Iran is not a minor detail in this story. Tehran’s nuclear trajectory has long generated fear and instability, and its domestic repression is real. Australia is also right to warn citizens when escalation increases risks, including travel disruption. Wong, in her remarks, drew pointed reference to the non-proliferation architecture – IAEA findings and long-running international concerns about compliance – which is where the debate should sit if the objective is to prevent proliferation without widening conflict.
But the ordering of emphasis matters. In Southeast Asia, the first line that a leader chooses is rarely treated as incidental. It is taken as a clue to instinct: whether a government reaches first for legality and de-escalation, or for alliance affirmation and moral messaging. The region’s policy community is attuned to hierarchy and reflex because the costs of misreading great-power dynamics are not abstract. “Rules” matter in part because they can still, sometimes, restrain power.
Does that discipline show up when it is inconvenient, or only when it is cost-free?
I teach Australian politics and foreign policy in Indonesia, and the most persistent challenge in explaining Canberra to Southeast Asian audiences is not hostility to Australia; it is how quickly crisis moments revive old shorthand. The “deputy sheriff” stereotype has endured for decades not because nuance is impossible, but because nuance is hardest to sustain when leaders move fast. When endorsement appears to come first, and legal or de-escalatory framing is left implicit, the stereotype hardens into “common sense” – and it becomes a ready-made lens through which everything else is interpreted.
That matters because reputation is not decoration in the Indo-Pacific. The view of a country shapes room to manoeuvre. Australia’s influence in Southeast Asia rests not only on capability but on persuasion, and credibility depends on whether Australia’s conduct matches the story it tells. A government can insist it upholds the rules-based order, but regional audiences ask a sharper question: does that discipline show up when it is inconvenient, or only when it is cost-free?
A coherent case can be made for Australia’s approach. Iran’s nuclear program is destabilising, allied credibility is not costless, and rapid statements in moments of escalation are shaped by consular concerns, deterrence logic, and the desire to reduce uncertainty among partners. Those considerations are real. The problem is not that Australia values its US alliance – it should – but that the public posture risks overwhelming Australia’s distinct middle-power pitch. It leaves a simpler, less flattering reading: alliance first, rules second.

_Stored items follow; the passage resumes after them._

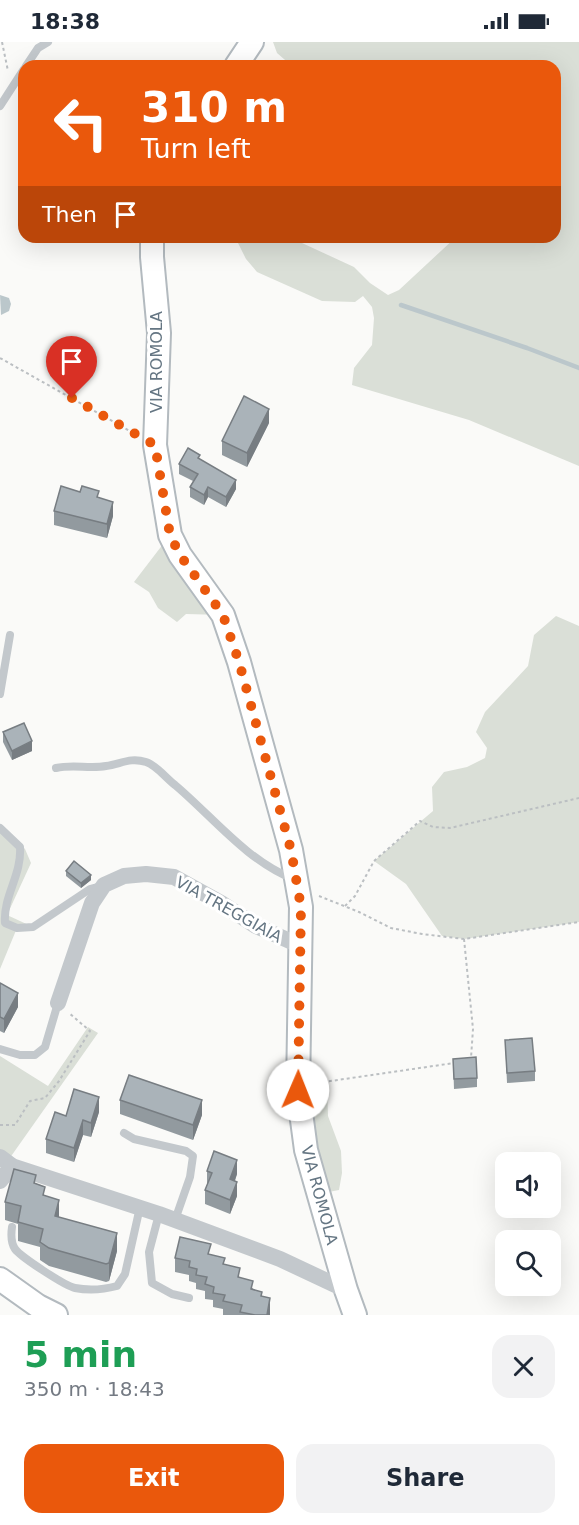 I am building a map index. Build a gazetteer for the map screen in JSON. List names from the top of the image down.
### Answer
{
  "streets": {
    "street": ["VIA ROMOLA", "VIA TREGGIAIA"]
  },
  "crossings": [
    ["VIA ROMOLA", "VIA TREGGIAIA"]
  ],
  "page": {
    "status": "18:38",
    "turn": ["310 m", "Turn left"],
    "then": "Then",
    "heading": ["5 min", "350 m · 18:43"],
    "buttons": ["Exit", "Share"]
  }
}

This is an awkward moment because strategic flux in the region coincides with unpredictability in American domestic politics. If Australian leaders want to sustain trust in Southeast Asia, the country’s anchor cannot be the shifting temperament in Washington. It must instead be the habits Australia claims as its own – discipline in favouring rules, careful framing, and a visible preference for de-escalation and process.
The fix does not require Australia to abandon its US alliance or pretend that Iran is not dangerous. It requires an emphasis on the rules-based order, especially at times under stress.
The credibility gap narrows when Canberra makes its guardrails visible early. That means spelling out the legal frame it is relying on, keeping de-escalation pathways in view from the outset, and avoiding language that can be read as open-ended validation of force. Moral clarity about repression does not have to be tied to endorsement of kinetic action.
Australia will always face moments when alliance obligations and regional credibility pull in different directions. The skill of middle-power diplomacy lies in refusing the false choice. Alliance solidarity can be expressed without closing off the options for diplomacy. Deterrence can be pursued without giving the impression that rules become optional when friends are acting.
Australia has built a reputation in Southeast Asia on the promise that it is more than an extension of someone else’s strategy, and that it supports a regional equilibrium where no country dominates and no country is dominated. In a sharper, less predictable world – including inside the United States itself – that promise is not one to be discarded. It is one of the few assets that consistently makes Australia persuasive in the region. If Canberra wants its rules-based story to survive the moments that test it, the discipline to stick to the message has to be the first instinct.